Under your logic, I can throw a pass to receiver in the end zone and he can drop it every time, and you’re entitled to say “well, that’s proof TB didn’t intend to throw a touchdown pass to the receiver.” Absurd.

Slow ya roll, brah. This is not why Trump won. Lots of factors were in play, so let’s not over-simplify things by pointing to one phenomenon (in this case, the Obama-Trump voter) and declare ‘this is why he won.’ Even your article points out that if AA turnout in FL and MI had been at 2012 levels, HRC would have won despite the ‘Blue Wall turncoats.’

Your predilection for mocking and caricaturing Coates is puzzling, and frankly beneath you. You may disagree with him, but he brings both a scholarly attitude and erudition to bear in his arguments. I’m not sure why you feel so strong a need to ridicule him.

Well, at least you’re honest about your double standard.

We have no access to intent, and never will. As observers, all we can do is try to infer intent from what happened. That is what this discussion has been about–a clashing of inferences concerning intent.

Indeed, your example is absurd. Watch any football game, and you will see instances in which the QB throws the ball into the end zone with absolutely no intent of scoring a TD. (He’s throwing it away, usually to avoid a sack.) Now, it’s true, we don’t have direct access to intent in such circumstances. But based on nothing more than what transpired during the play, there will be 100% agreement among observers regarding what the intent was. The point being, observables can allow us to infer intent with a great deal of confidence. (All that said, I’ll be the first to admit that inferring intent re an electoral candidate is not nearly as easy or straightforward as inferring the intent of a QB.)

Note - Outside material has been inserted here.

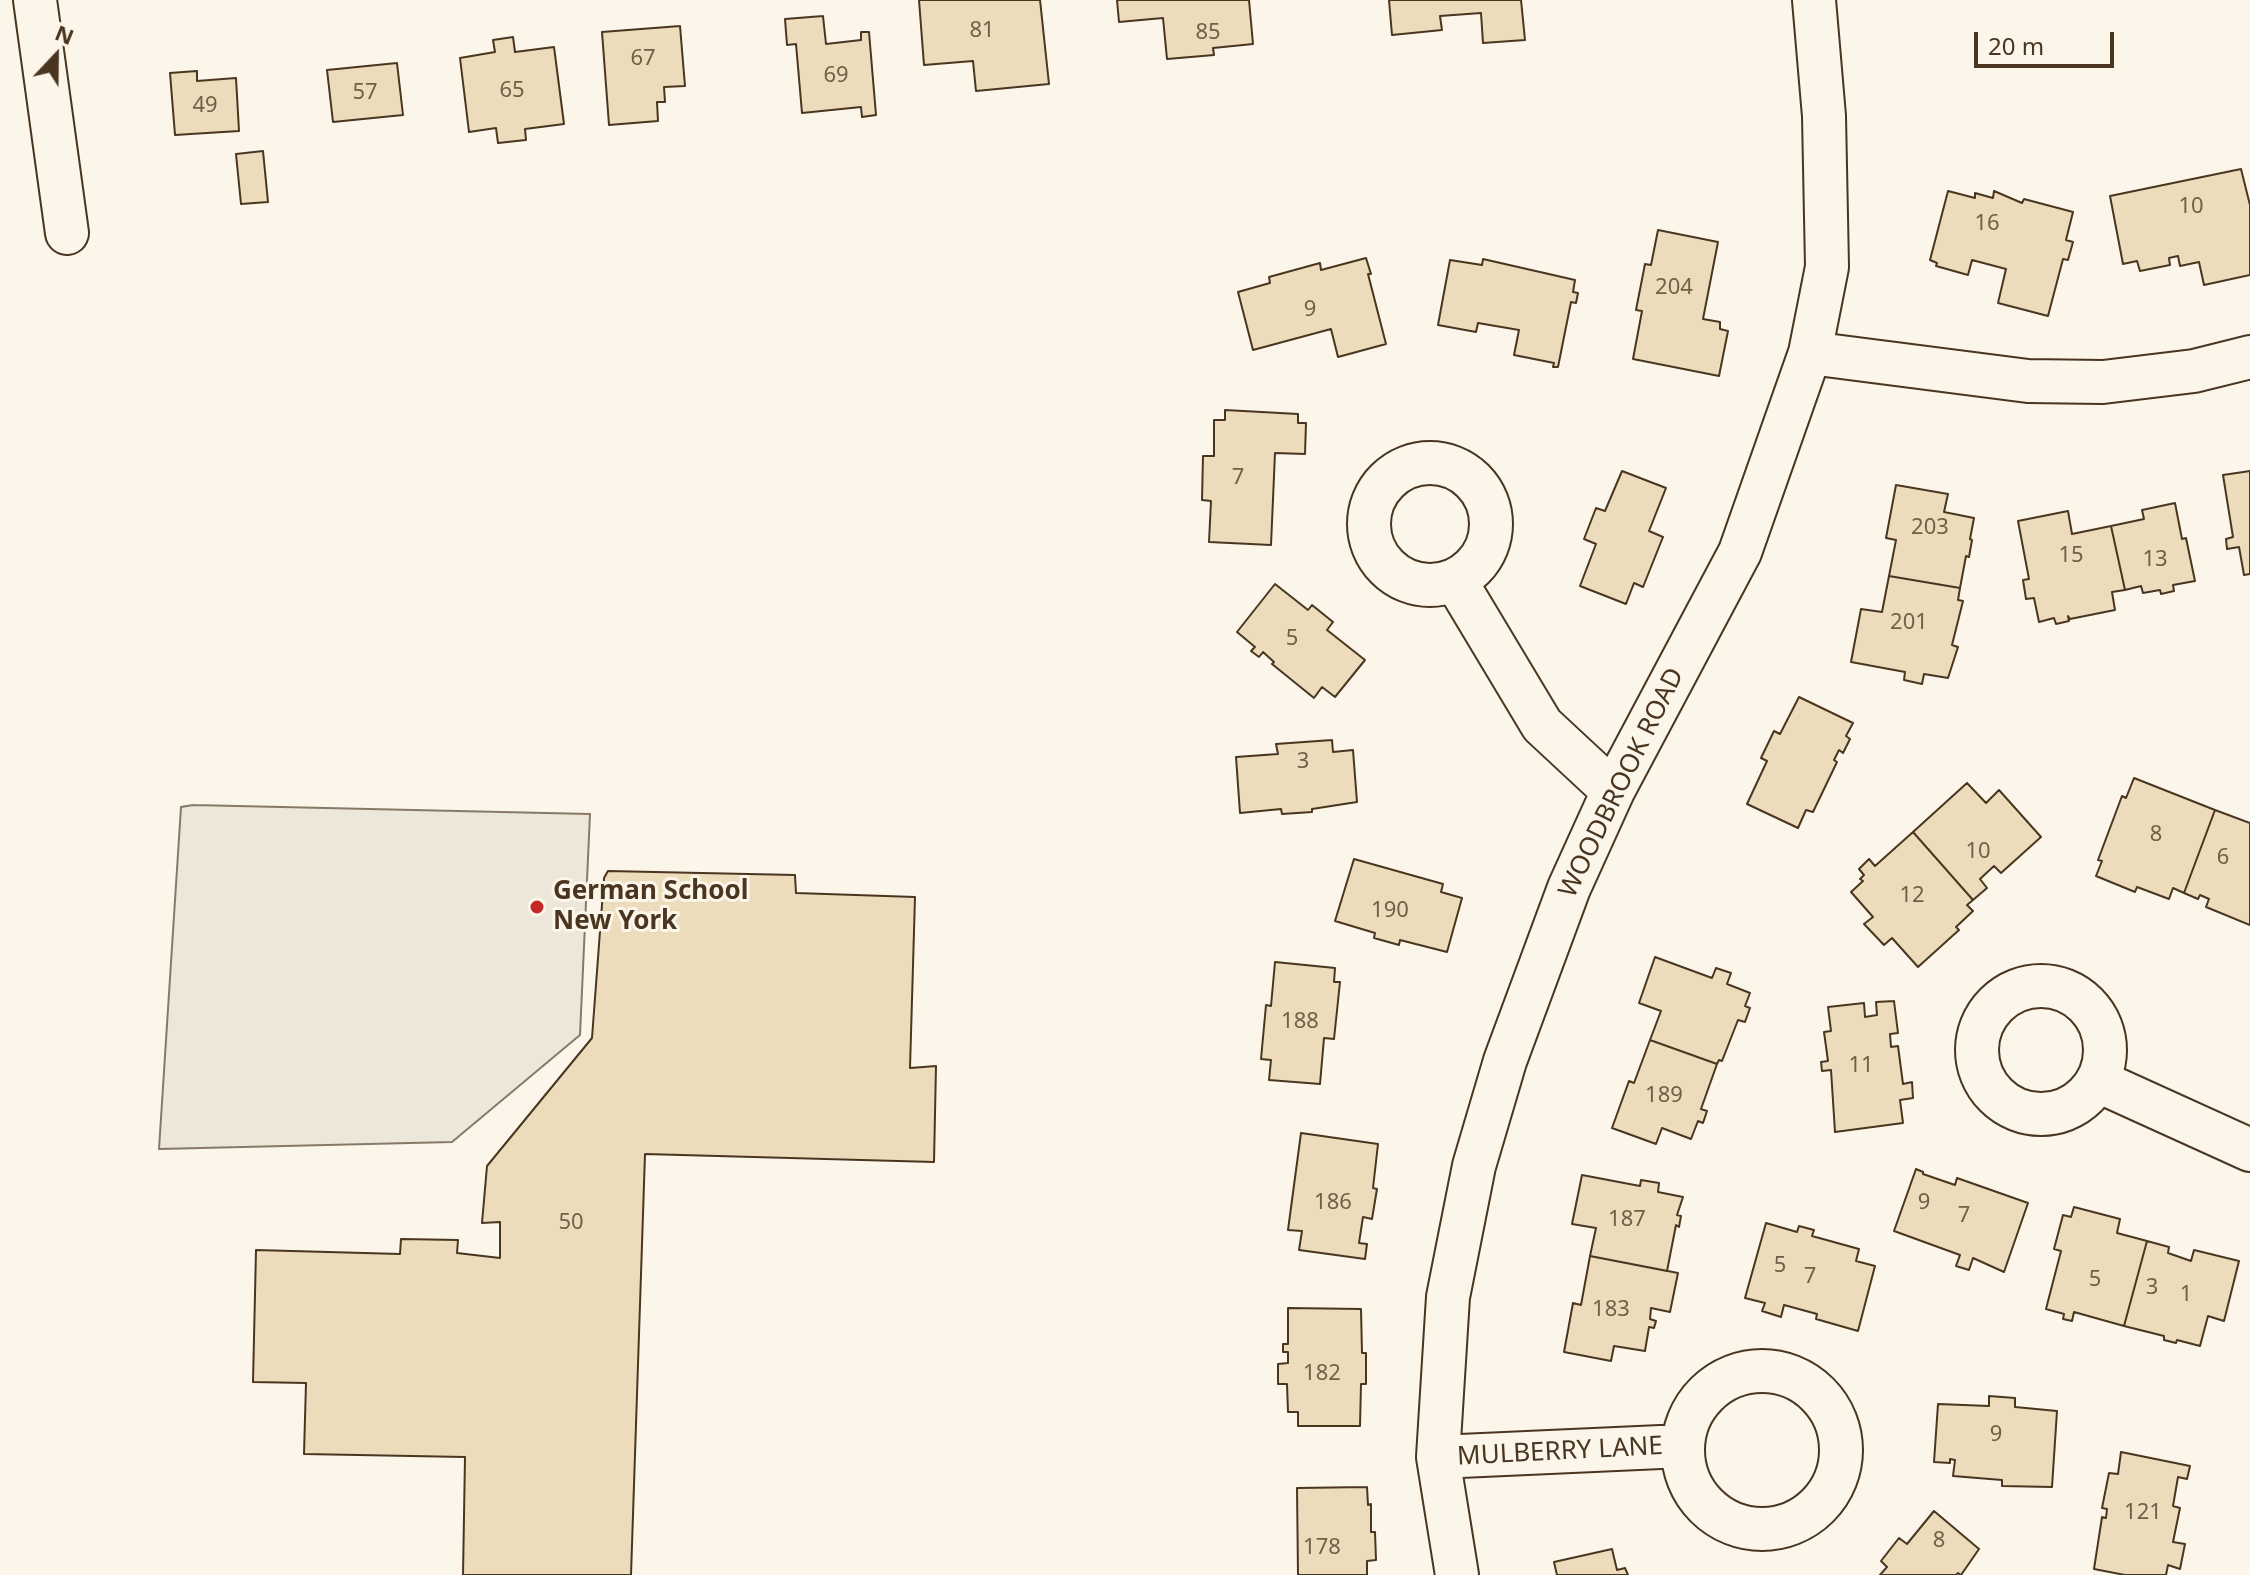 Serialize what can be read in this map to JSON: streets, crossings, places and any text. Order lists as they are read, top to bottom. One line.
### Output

On the other hand, if you wish to stake out the position that such inferences of intent are “absurd” because “intent stands alone,” it’s all yours.

This is getting hard to read. Of course there were many factors - it’s a national election. When I say “it’s the reason”, I mean it in the same sense as the headlines do - “it’s the primary reason that differentiate it from previous elections”. Most people understand that without the need for the tedious footnoting of “hang on, it wasn’t the sole, 100%, lone, solitary cause”. You don’t, for some reason.

Proof of intent can be buttressed by the completion of its aim, but absence of completion of its aim isn’t proof there was no intent - it’s easier, for example, to prove that someone intended to defraud someone if a someone was actually defrauded. But even in the absence of a person actually being defrauded, the intent can still be there, and it doesn’t disprove intent just because no one was defrauded.

I never argued otherwise, but you willfully ignore evidence that produces strong inferences of the common sense explanation in favor of a speculative one. We’ll never be mind readers, all we can do is look at the facts and the data, and logically infer. But when presented with data that produces strong inferences of the “economic anxiety, Democrat switcheroo in favor of Trump”, you shrug and say “meh, incomplete data, it doesn’t say what anyone’s intent was.” Theories you like - such as Coates’ theory, supported by no such strong inferences - get all the benefit of the doubt.

That’s confirmation bias in action.

Swing and a miss on the analogy - I said, by your logic, the lack of completion is proof of no intent at all, meaning no one can infer intent based on the fact that the pass wasn’t completed. Which was your point re: Trump’s intent - one can have no basis to believe Trump was intending his message to be trans-ethnic by virtue of the fact that blacks didn’t vote for him. The receiver (PoC) didn’t catch the pass (message), so that’s proof he (Trump) didn’t intend to throw it to them.